Adjusters can expect claims to come through, although not as many as Fiona.
“While Lee will generate some insurance claims, largely trees on structures and cars, etc., insured damage will be fairly light — at least when compared to Fiona,” said McGillivray. “Uninsured damage to public infrastructure will be fairly significant but, again will pale when compared to Fiona.”
N.S. and N.B. saw damaged roadways and coastlines, flooded boats in harbours, and downed power lines and trees.

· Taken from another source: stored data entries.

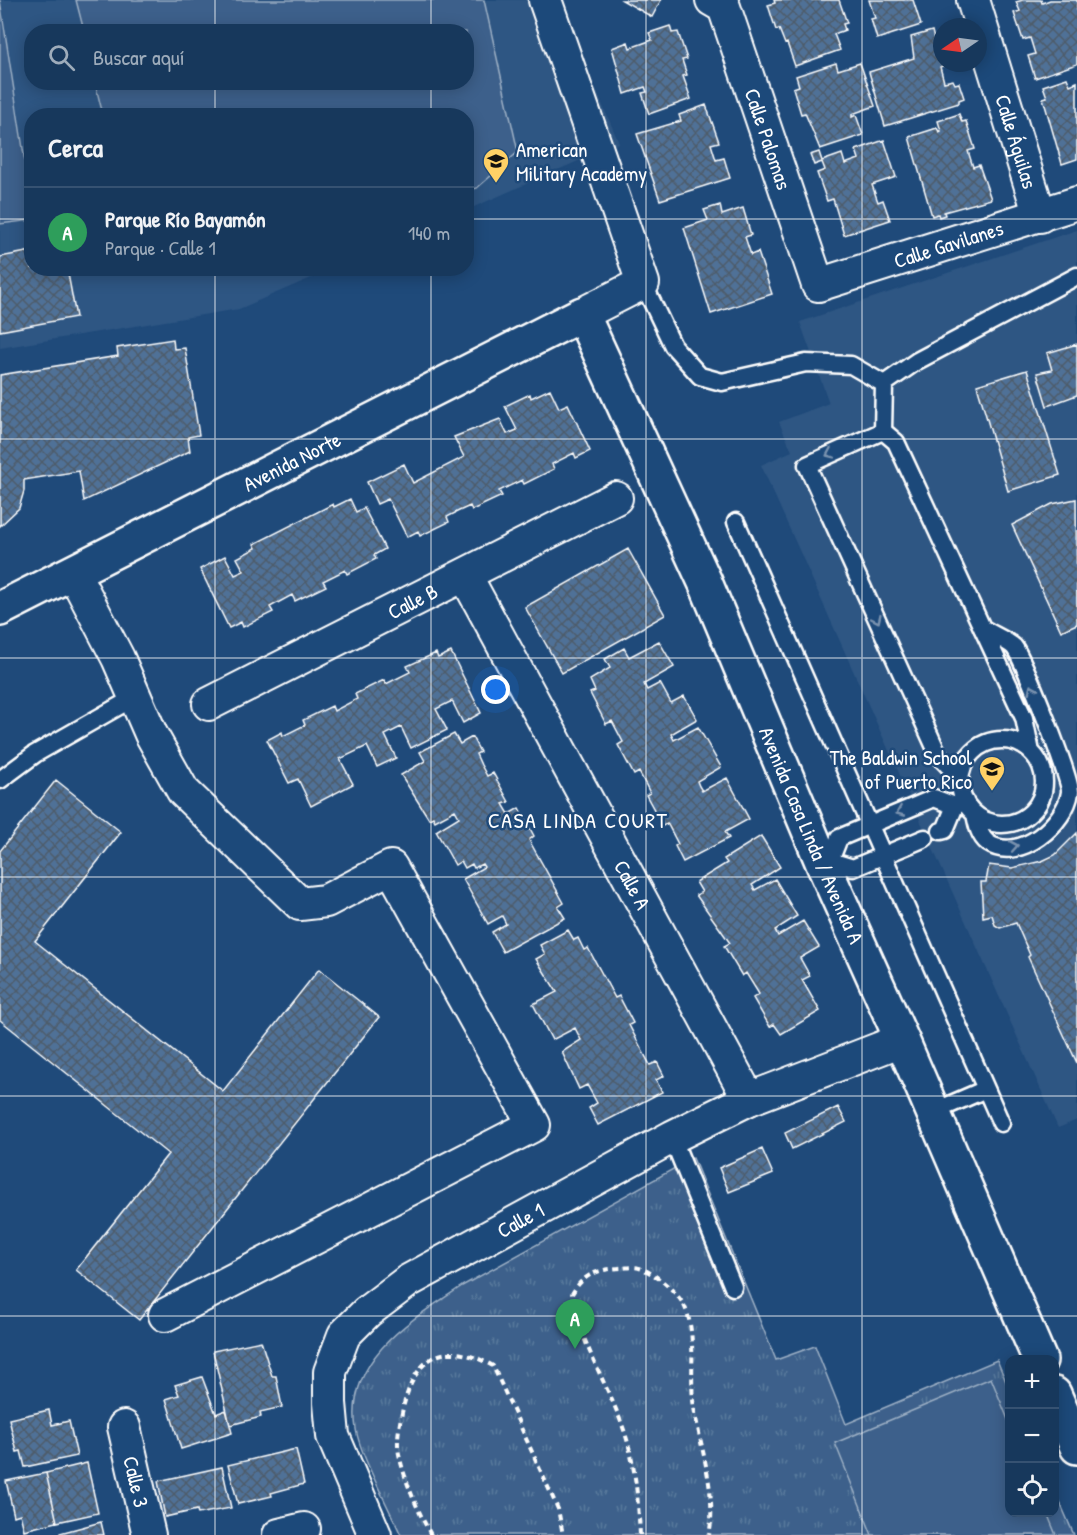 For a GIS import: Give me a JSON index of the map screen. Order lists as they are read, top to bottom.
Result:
{
  "streets": {
    "street": [
      "Calle Palomas",
      "Calle Águilas",
      "Calle Gavilanes",
      "Avenida Norte",
      "Calle B",
      "Avenida Casa Linda / Avenida A",
      "Calle A",
      "Calle 1",
      "Calle 3"
    ]
  },
  "crossings": [
    ["Calle Palomas", "Calle Gavilanes"],
    ["Calle Águilas", "Calle Gavilanes"],
    ["Avenida Norte", "Avenida Casa Linda / Avenida A"],
    ["Calle B", "Calle A"],
    ["Avenida Casa Linda / Avenida A", "Calle 1"],
    ["Calle A", "Calle 1"]
  ],
  "districts": ["CASA LINDA COURT"],
  "places": {
    "school or university": ["American Military Academy", "The Baldwin School of Puerto Rico"]
  },
  "north": "left",
  "page": {
    "search": "Buscar aquí",
    "heading": "Cerca",
    "list": [
      {
        "mark": "A",
        "name": "Parque Río Bayamón",
        "note": "Parque · Calle 1",
        "value": "140 m"
      }
    ],
    "pins": "A",
    "map_buttons": ["+", "−"]
  }
}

Transportation was significantly disrupted; ferries were out of service and Halifax Stanfield airport cancelled all flights.
“Since Lee made landfall in Nova Scotia on Saturday evening, we have received minor to moderately severe property claims,” said Michael Connolly, VP Atlantic Canada at ClaimsPro.

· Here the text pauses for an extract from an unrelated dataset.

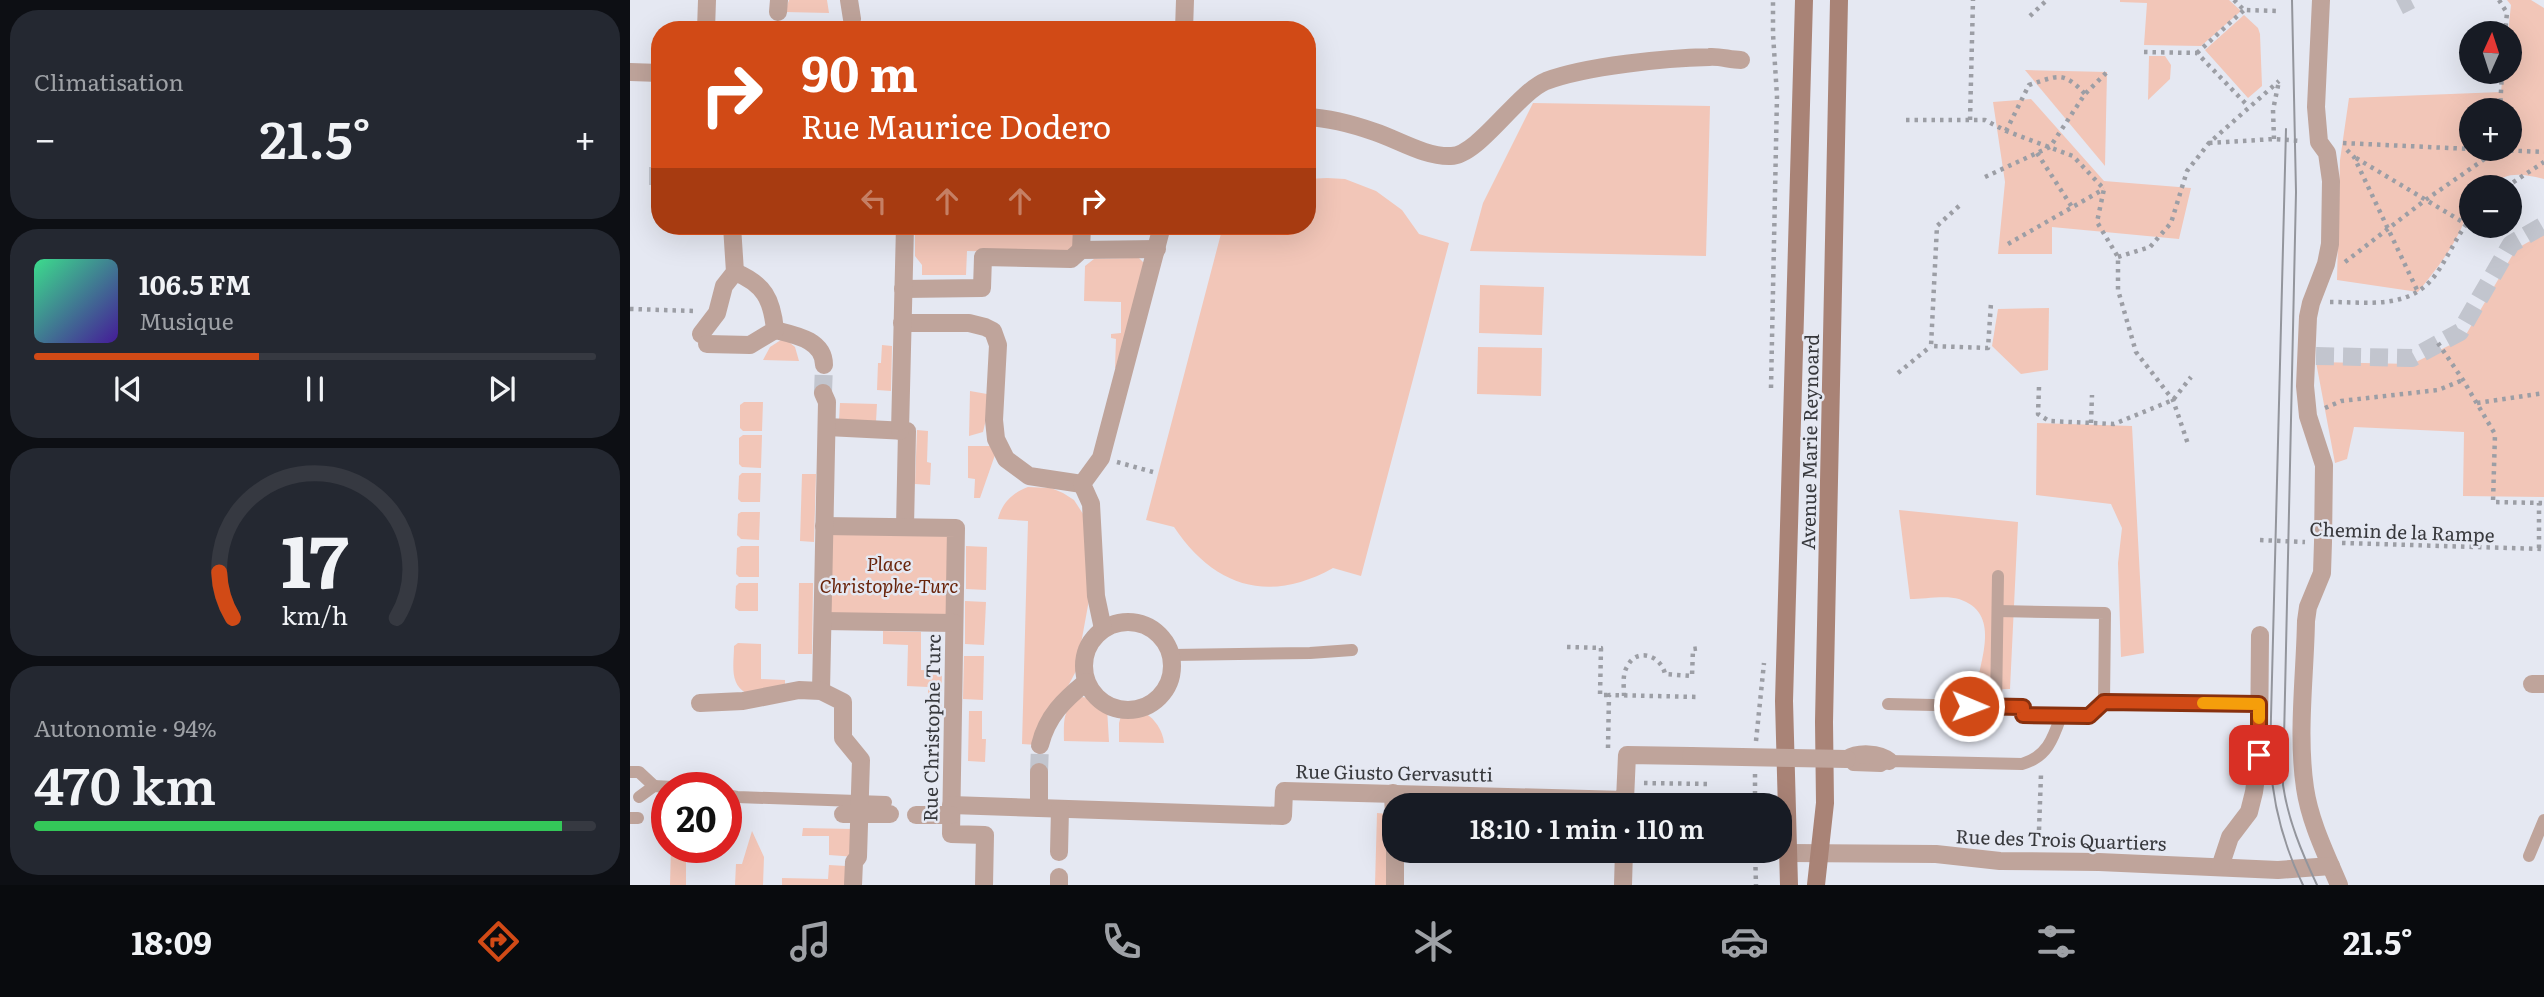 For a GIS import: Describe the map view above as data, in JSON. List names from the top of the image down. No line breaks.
{"streets":{"main road":["Avenue Marie Reynoard"],"street":["Rue Christophe Turc","Rue Giusto Gervasutti","Rue des Trois Quartiers"],"path":["Chemin de la Rampe"]},"crossings":[["Avenue Marie Reynoard","Rue des Trois Quartiers"],["Rue Christophe Turc","Rue Giusto Gervasutti"]],"parks":["Place Christophe-Turc"],"north":"top","page":{"tile":["Climatisation",["Autonomie · 94%","470 km"]],"map_buttons":["+","−"],"turn":["90 m","Rue Maurice Dodero"],"heat":["−","21.5°","+"],"song":["106.5 FM","Musique"],"limit":"20","trip":"18:10 · 1 min · 110 m","tabs":["18:09","21.5°"],"gauge":["17","km/h"]}}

“With power outages, fallen trees and overland flooding we anticipate more property and ALE (additional living expense) related losses coming in over the next few days.”
But Hurricane Lee, so far, “has definitely not been as devastating or destructive as Fiona’s wrath last September,” Connolly said.
Comparatively, Fiona largely struck Halifax, N.S. causing 500,000 to lose power, and maximum gusts exceeding 100 km/h. The storm also tracked across other parts of the Maritimes and Quebec.
Damage included losses of life as well as torrential rainfall, large waves, storm surges, downed trees and widespread power outages. Insurers saw claims ranging from food spoilage and infrastructure claims to total losses.
Environmental damage will track differently between the two storms.
Fiona’s winds tracked easterly, making storm surge in the Gulf of St. Lawrence a “major issue,” said Floyd. The direction of the winds was prolonged northerly, facing P.E.I.’s north shores and the Northumberland Strait, where violent winds downed thousands of trees.
“Lee’s more westerly track made storm surge worse for the South Shore of Nova Scotia but shielded the Gulf, and the majority of weakened trees had already been culled by Fiona’s passage a year ago.”
But McGillivray warned that the 2023 hurricane season is only halfway over.
“[Waters] are so warm in the Gulf of Mexico and off the southeastern U.S. — we’re talking water as warm as a hot tub, around 100 degrees [Fahrenheit] — that we could very well see more landfalling storms in Atlantic Canada this year,” he said.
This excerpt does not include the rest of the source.